Elle dynamise la réflexion : on ne pense pas qu'avec sa raison mais aussi avec sa sensibilité et son
imagination. L'imagination stimulée par le récit, suscite de nouvelles idées. L'image et le récit
entraînent les jeunes lecteurs dans des univers porteurs, le sens est ouvert, le matériau de
réflexion polysémique.
Cette immersion dans une profusion de significations en précédant l'effort philosophique de
clarification, aide tous les enfants à produire des idées.
Prenons l'exemple d'un album qu'on peut utiliser dès la maternelle mais aussi en cycle 2.
Il s'agit de « Laurent tout seul » d'Anaïs Vaugelade.
Cet album parle d'un petit lapin qui à la fois a très envie de grandir et de quitter la maison, mais
qui le redoute aussi. Il y est question de l'ambivalence face au désir de grandir, de
l'enthousiasme suscité par la perspective de grandir, mais parfois aussi du courage qu'il faut
pour se comporter « comme un grand » et dont Laurent fait preuve.
Les enfants comprennent très bien cette problématique grâce à l'album.

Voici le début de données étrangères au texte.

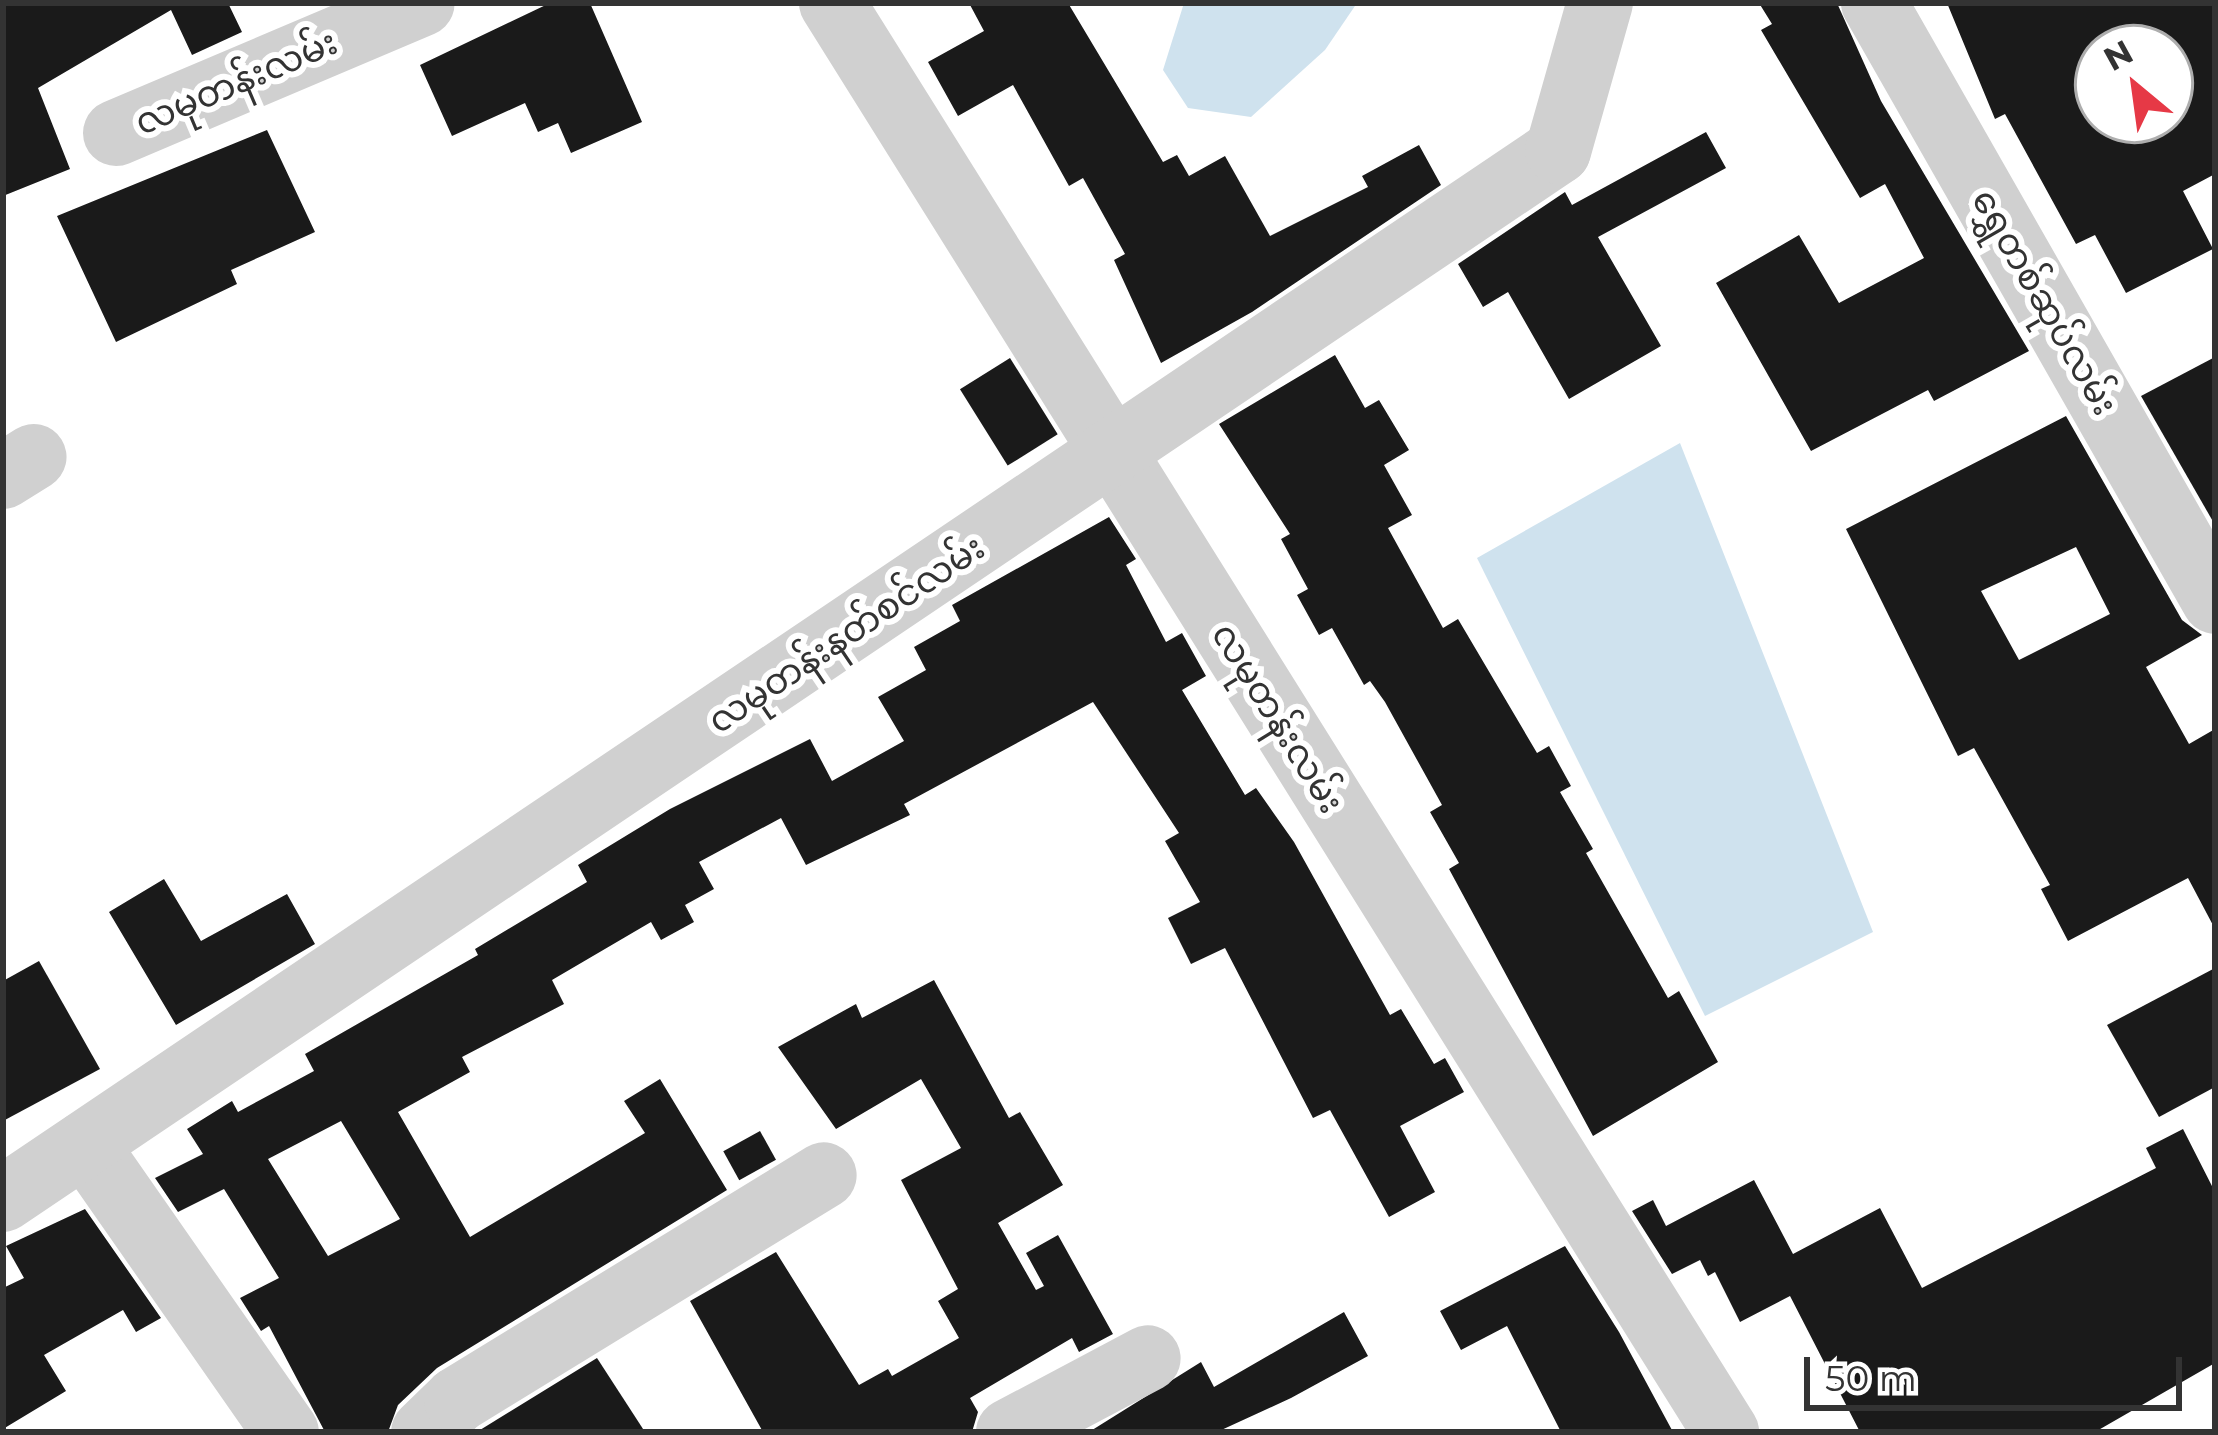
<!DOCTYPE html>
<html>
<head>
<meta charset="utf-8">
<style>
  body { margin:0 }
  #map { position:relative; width:2218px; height:1435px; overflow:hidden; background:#fff; font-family:Montserrat,"Noto Sans Myanmar",sans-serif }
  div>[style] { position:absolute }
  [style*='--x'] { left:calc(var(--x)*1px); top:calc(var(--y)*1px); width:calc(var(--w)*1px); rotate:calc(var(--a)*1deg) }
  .water>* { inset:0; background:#cfe2ee }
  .building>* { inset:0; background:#1a1a1a; transform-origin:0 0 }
  .minor>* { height:66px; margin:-33px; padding:0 33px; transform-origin:33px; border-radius:33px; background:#d0d0d0 }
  span { translate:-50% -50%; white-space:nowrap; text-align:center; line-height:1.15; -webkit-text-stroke:12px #fff; paint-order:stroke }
  .street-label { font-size:36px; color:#333 }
  .frame { position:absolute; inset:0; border:6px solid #333; pointer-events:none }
  .north { position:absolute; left:2074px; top:24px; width:120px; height:120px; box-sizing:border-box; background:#fff; border:3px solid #adadad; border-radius:50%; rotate:331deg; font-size:33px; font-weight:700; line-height:48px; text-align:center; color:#333 }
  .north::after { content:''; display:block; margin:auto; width:42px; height:54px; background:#e63946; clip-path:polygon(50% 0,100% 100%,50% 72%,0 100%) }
  .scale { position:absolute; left:1804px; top:1357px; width:378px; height:54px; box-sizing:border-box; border:6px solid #333; border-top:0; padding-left:15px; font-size:36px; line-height:42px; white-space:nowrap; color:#333; -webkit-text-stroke:9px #fff; paint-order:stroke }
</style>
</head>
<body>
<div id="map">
  <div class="water">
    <div style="clip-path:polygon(1184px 3px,1357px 3px,1325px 50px,1251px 117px,1188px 108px,1163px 70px)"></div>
    <div style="clip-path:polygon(1680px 443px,1873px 932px,1705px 1016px,1477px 558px)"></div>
  </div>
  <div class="building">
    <div style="clip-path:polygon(3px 3px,228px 3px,242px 32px,192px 55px,171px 10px,38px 88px,70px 169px,3px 196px)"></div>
    <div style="clip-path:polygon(550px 3px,590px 3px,642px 122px,571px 153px,558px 123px,538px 132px,525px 103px,452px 136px,420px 65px)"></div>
    <div style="clip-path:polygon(969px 3px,1068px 3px,1163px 162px,1177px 155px,1189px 176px,1225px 156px,1270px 236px,1368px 187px,1362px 176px,1419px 145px,1441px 185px,1252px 312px,1161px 363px,1114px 260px,1125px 254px,1083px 178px,1069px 186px,1013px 85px,958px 116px,928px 62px,984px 31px)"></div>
    <div style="clip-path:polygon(1759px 3px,1837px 3px,1881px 101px,2029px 351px,1934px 401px,1928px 390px,1811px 451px,1716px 283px,1799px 235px,1839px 303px,1924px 258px,1885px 184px,1860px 198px,1761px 30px,1772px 24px)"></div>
    <div style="clip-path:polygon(evenodd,1947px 3px,2215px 3px,2215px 174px,2183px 191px,2213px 249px,2126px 293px,2095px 235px,2076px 244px,2005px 114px,1995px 119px,1947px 3px,2098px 48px,2170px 48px,2170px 120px,2098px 120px,2098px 48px)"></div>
    <div style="clip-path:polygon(267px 130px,315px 232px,231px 270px,237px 284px,116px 342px,57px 216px)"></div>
    <div style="clip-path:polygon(1706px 132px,1726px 168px,1598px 237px,1661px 346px,1569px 399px,1508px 292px,1483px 307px,1458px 264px,1565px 192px,1572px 205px)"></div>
    <div style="clip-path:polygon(1335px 355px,1365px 408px,1379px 400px,1409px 450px,1384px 465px,1412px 515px,1388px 528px,1443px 628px,1458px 619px,1537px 753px,1549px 746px,1571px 786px,1560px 792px,1593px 849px,1586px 853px,1668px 998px,1679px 991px,1718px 1062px,1593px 1136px,1449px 869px,1459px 863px,1430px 812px,1442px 805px,1385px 702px,1370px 681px,1364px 685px,1332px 628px,1319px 635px,1297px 595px,1308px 589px,1281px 539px,1290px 534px,1219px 424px)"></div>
    <div style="clip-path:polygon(2215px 357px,2215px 525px,2141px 396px)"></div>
    <div style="left:1010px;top:358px;width:90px;height:59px;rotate:58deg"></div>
    <div style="clip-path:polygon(evenodd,2066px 416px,2182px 620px,2202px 635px,2146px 667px,2189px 744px,2215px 729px,2215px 929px,2188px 878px,2068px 941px,2041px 889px,2050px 885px,1974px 748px,1958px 756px,1846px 529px,2066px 416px,2076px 547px,2110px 614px,2019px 660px,1981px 591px,2076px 547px)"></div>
    <div style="clip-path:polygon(evenodd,1109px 517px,1136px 559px,1126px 565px,1166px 642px,1182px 633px,1206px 676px,1182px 690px,1245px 795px,1256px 788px,1294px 842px,1390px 1015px,1401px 1009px,1434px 1064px,1445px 1058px,1464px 1092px,1400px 1126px,1435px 1192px,1389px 1217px,1330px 1110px,1313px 1118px,1225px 948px,1191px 964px,1168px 918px,1200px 902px,1165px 841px,1179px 833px,1093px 702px,904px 804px,910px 815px,806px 865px,781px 818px,699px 862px,714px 889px,685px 905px,694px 922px,661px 940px,651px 922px,552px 980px,564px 1004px,462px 1057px,470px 1072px,398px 1112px,470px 1237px,645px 1133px,624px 1101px,660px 1079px,727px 1190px,437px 1368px,398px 1405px,388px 1432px,325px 1432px,269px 1326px,261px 1331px,240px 1298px,279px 1278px,224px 1189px,178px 1212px,155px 1178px,203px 1154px,187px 1129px,232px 1101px,238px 1112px,314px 1071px,305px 1054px,478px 955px,475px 949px,587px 882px,578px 865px,670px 809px,810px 739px,832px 781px,904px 741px,878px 697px,926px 670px,914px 647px,960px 621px,952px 605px,1109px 517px,341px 1121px,400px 1219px,328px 1256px,268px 1159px,341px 1121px)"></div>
    <div style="clip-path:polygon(164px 879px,201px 941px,287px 894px,315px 944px,176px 1025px,109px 912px)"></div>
    <div style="clip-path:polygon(39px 961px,100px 1069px,3px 1121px,3px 981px)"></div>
    <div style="clip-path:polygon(2215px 968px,2215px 1087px,2159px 1117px,2107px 1025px)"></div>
    <div style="clip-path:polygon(934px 980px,1009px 1118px,1020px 1112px,1063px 1185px,998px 1223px,1036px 1290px,1044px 1286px,1026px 1253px,1058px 1235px,1113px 1334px,1079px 1352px,1072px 1338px,970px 1398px,978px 1412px,972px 1432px,763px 1432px,690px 1301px,776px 1252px,859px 1385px,888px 1369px,892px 1376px,959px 1338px,938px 1301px,958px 1289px,901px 1180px,961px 1148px,921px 1079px,836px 1129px,778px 1047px,856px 1004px,862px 1018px)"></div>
    <div style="clip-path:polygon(2183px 1129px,2215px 1192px,2215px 1363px,2095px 1432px,1860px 1432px,1790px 1296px,1740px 1322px,1715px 1272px,1708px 1276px,1700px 1260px,1672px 1274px,1632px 1211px,1653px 1200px,1666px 1226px,1754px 1180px,1793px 1254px,1880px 1208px,1922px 1288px,2156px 1168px,2146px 1148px)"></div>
    <div style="left:760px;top:1131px;width:33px;height:42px;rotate:61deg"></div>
    <div style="clip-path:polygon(85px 1209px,161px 1318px,136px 1332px,123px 1310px,44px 1355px,66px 1391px,3px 1429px,3px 1288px,24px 1278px,6px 1246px)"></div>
    <div style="clip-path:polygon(1565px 1246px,1619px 1332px,1673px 1432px,1561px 1432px,1507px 1326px,1461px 1350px,1440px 1311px)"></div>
    <div style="clip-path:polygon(1344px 1312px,1368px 1356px,1291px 1398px,1217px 1432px,1089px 1432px,1201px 1362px,1214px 1387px)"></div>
    <div style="clip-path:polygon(597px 1358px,645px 1432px,478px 1432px,480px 1430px)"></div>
  </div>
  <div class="minor">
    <div style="--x:832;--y:3;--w:1686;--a:57.97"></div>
    <div style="--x:1874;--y:3;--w:688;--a:60.31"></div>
    <div style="--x:116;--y:133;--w:332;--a:-23"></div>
    <div style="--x:3;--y:476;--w:36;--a:-32"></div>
    <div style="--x:85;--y:1144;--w:351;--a:55.1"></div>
    <div style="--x:3;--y:1199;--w:1875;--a:-33.98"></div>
    <div style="--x:1558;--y:151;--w:154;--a:-74.2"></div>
    <div style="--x:424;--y:1432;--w:46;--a:-44.1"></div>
    <div style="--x:457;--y:1400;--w:430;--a:-31.5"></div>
    <div style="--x:1009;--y:1432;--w:157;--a:-28"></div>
  </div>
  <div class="street-label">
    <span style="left:236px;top:82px;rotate:-23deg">လမုတန်းလမ်း</span>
    <span style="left:2045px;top:302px;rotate:60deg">ရွှေတစ်ဆုပ်လမ်း</span>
    <span style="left:846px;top:634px;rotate:-34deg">လမုတန်းနတ်စင်လမ်း</span>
    <span style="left:1278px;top:718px;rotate:58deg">လမုတန်းလမ်း</span>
  </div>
  <div class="frame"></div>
  <div class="north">N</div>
  <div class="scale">50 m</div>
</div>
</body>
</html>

Valentin, Un enfant de CE2 fait spontanément le lien entre l'acte de grandir et la notion de
responsabilité après la lecture de l'album: il passe de l'histoire particulière de Laurent à une
généralisation de sa pensée et à une nouvelle notion, la responsabilité:
« Laurent, il a fait un long voyage. Et moi je pense que pour être grand, il faut prendre ses
responsabilités ».
Dans d'autres albums, les enfants vont découvrir d'autres problématiques comme celle du refus
de grandir par exemple, comme Florian (CM1) qui, en référence à Peter Pan, parle du refus de
grandir : « Y en a qui veulent pas grandir parce qu'ils disent qu'on prend trop de responsabilités
quand on est grand ».
« Est-ce que c'est bien de grandir ?» « Quels sont les avantages et les inconvénients de
grandir ? ». Tous les enfants rentrent dans ces problématiques grâce à « Laurent tout seul ».
A peu près dans le même temps se développe la pratique de la philosophie avec les enfants,
apparaît aussi une nouvelle tendance de la littérature de jeunesse qui prend en compte les
interrogations métaphysiques des enfants.